Archeologists discovered a portion of an indoor toilet seat as well as a pipe leading to an outdoor sewage pit. The toilet's upper portion was missing.
Using the toilet as we know it today primarily involves four steps: do your business, clean up, flush, and leave. Simple, right? But have you ever thought about how our ancestors went about relieving themselves? Ancient methods of well... getting rid of one's crap (literally) might have been less hygienic one might assume.
However, as Chinese archaeologists recently discovered, the porcelain potties we use now were once equivalent to a royal throne. Archaeologists were excavating two large palace buildings in the heart of Yueyang City when they found the remains of what may be the world's oldest known flush toilet, according to the China Academy of Social Sciences' Institute of Archaeology.
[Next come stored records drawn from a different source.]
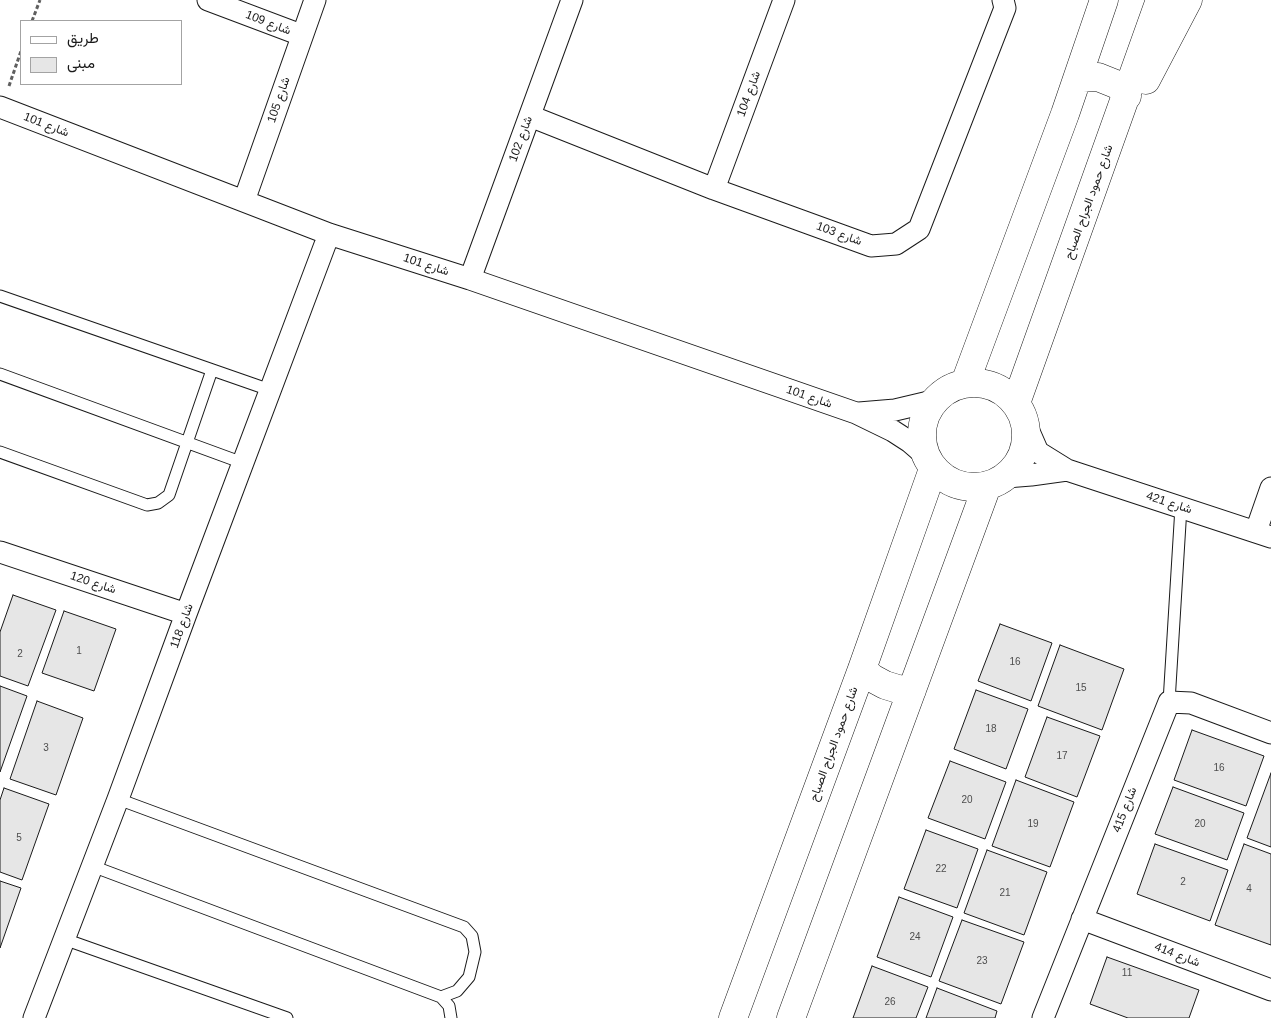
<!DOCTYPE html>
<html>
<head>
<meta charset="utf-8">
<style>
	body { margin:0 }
	#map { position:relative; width:1271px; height:1018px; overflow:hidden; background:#fff; font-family:Helvetica,Vazirmatn,sans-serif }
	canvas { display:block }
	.legend { position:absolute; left:20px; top:20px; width:162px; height:65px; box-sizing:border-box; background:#fff; border:1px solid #a3a3a3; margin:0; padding:6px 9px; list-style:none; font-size:15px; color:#1a1a1a }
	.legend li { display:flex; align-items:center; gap:10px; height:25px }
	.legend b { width:25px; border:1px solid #a3a3a3 }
</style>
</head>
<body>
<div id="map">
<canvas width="1271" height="1018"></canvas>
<ul class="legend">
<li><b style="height:6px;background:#fff"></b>طريق</li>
<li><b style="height:14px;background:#e6e6e6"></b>مبنى</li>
</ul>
</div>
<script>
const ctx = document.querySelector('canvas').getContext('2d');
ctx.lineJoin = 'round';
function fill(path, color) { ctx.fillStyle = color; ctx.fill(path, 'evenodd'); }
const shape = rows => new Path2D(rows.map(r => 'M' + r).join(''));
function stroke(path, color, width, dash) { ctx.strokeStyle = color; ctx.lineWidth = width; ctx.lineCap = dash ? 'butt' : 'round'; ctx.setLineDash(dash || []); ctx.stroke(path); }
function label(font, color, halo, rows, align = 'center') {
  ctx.font = font + ' Helvetica,Vazirmatn,sans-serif'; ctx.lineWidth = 4; ctx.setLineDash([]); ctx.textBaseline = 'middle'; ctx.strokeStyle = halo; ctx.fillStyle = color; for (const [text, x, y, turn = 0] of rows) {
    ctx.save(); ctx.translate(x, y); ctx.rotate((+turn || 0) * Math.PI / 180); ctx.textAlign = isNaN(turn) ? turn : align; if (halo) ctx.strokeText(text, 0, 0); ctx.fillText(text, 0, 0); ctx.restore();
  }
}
const building = shape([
	[13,595,56,610,28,686,0,676,0,632,13,595],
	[64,611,116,629,94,691,42,673,64,611],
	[1000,624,1052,643,1031,701,978,681,1000,624],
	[1060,645,1124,669,1102,730,1038,706,1060,645],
	[0,686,27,696,0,772,0,686],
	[976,690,1028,709,1006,769,954,749,976,690],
	[37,701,83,718,56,795,10,779,37,701],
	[1047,717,1100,736,1077,797,1025,777,1047,717],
	[1192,730,1264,756,1246,806,1174,780,1192,730],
	[950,761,1006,782,985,839,928,818,950,761],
	[1271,773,1271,847,1247,838,1271,773],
	[1016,780,1074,802,1050,867,992,846,1016,780],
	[1173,787,1244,813,1227,860,1155,834,1173,787],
	[4,788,49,804,22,880,0,872,0,800,4,788],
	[926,830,978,849,957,908,904,889,926,830],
	[1155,844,1228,870,1210,921,1137,894,1155,844],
	[1244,844,1271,854,1271,945,1215,925,1244,844],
	[987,850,1047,872,1024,935,964,913,987,850],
	[0,881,21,888,0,948,0,881],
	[899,897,953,917,931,977,877,957,899,897],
	[962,920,1024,942,1001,1004,939,981,962,920],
	[1107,957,1199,990,1189,1018,1128,1018,1090,1004,1107,957],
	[872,966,928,987,916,1018,853,1018,872,966],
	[937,988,997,1011,995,1018,926,1018,937,988]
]);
fill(building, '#e6e6e6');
stroke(building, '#1a1a1a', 1);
const lane = shape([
	[0,296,270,390],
	[0,374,243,463],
	[0,452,147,505,158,503,169,495,212,370],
	[1169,702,1181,507],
	[118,799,464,927,472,936,475,952,469,977,457,991,441,997],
	[92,866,441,997,449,1006,451,1018],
	[64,939,287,1018]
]);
const street = shape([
	[208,0,301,35],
	[0,107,329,234,470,279,856,413,893,431,910,442,925,455],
	[530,116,714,189,871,246,896,244,919,229,1005,8,1003,0],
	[714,189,784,0],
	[244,201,315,0],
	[470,279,572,0],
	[859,413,895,410,933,401],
	[1024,420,1038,452,1067,470,1271,537],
	[1006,477,1031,475,1067,470],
	[1256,531,1271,488],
	[0,552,186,614],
	[1082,919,1271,990],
	[34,1018,118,799,186,614,329,234],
	[1043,1018,1169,702,1191,703,1271,733]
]);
const secondary = shape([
	[1078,78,1098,77,1118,85,1127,96],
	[1146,80,1188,0],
	'922 435a52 52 0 1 1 104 0a52 52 0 1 1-104 0Z',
	[965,383,1065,114,1104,0],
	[1016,403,1160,0],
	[862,669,872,678,885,685,898,689,912,690],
	[733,1018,862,669,933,469],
	[791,1018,987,486]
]);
stroke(lane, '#1a1a1a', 13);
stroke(street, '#1a1a1a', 23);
stroke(secondary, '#1a1a1a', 29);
stroke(shape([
	[32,21,40,0],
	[9,86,21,51]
]), '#5f5f5f', 3, [4, 2.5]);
stroke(lane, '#fff', 11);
stroke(street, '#fff', 21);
stroke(secondary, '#fff', 28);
label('10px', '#4d4d4d', null, [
	["1",79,651],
	["2",20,654],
	["16",1015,662],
	["15",1081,688],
	["18",991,729],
	["3",46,748],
	["17",1062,756],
	["16",1219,768],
	["20",967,800],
	["19",1033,824],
	["20",1200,824],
	["5",19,838],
	["22",941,869],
	["2",1183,882],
	["4",1249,889],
	["21",1005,893],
	["24",915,937],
	["23",982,961],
	["11",1127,973],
	["26",890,1002]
]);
label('12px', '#1a1a1a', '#fff', [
	["شارع 109",268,23,21],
	["شارع 104",749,94,-70],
	["شارع 105",279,100,-71],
	["شارع 101",46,125,21],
	["شارع 102",521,139,-70],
	["شارع حمود الجراح الصباح",1089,202,-70],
	["شارع 103",839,234,20],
	["شارع 101",426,265,18],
	["شارع 101",809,397,19],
	["شارع 421",1169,503,18],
	["شارع 120",93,583,18],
	["شارع 118",182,626,-70],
	["شارع حمود الجراح الصباح",834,744,-70],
	["شارع 415",1125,810,-69],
	["شارع 414",1177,955,21]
]);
</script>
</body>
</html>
A press release on February 15, 2023, stated the details of the incredible discovery. Several ancient Chinese dynasties used the Yueyang City site as the capital city. During their excavation, the research team unearthed broken parts of an indoor toilet seat as well as a pipe leading to an outdoor sewage pit. The toilet's upper portion was reportedly missing.
The toilet is guessed to be between 2,200 and 2,400 years old, dating from the Warring States Period to the start of the Han Dynasty. The Warring States Period began in 475 B.C. and the Han Dynasty began in 206 B.C. The discovery is intriguing because modern flush toilets are thought to have originated in Victorian England.
According to China's Global Times, Fan Mingyang, a design expert in ancient tools, said that the toilet is "deceptively advanced" due to the modern water drainage system. Liu Rui, a member of the excavation team, said that the "luxury object" would have been used only by high-ranking members of the palace discovered in China's Shaanxi province, reports China Daily.
He added that it would have required servants to pour water into the toilet bowl every time it was used. Because the top is missing, researchers don’t know for sure whether users sat on the seat or squatted over it.
"It is the first and only flush toilet to be ever unearthed in China. Everybody at the site was surprised, and then we all burst into laughter," Liu shared. This proves that the Chinese royals living here definitely pooped in style for their time and the people who came up with the system in those times were no less than stinky geniuses. No wonder the archeologists were amused and stunned.
Analyzing the surrounding soil may also reveal information about ancient people's diets and eating habits. In the same building where the toilet was found, archaeologists also uncovered four large semi-circular tiles, one at each corner. The larger archaeological dig at the palace adds "great value to the study of the layout of the capitals" of the ancient dynasties, according to the press release from the institute.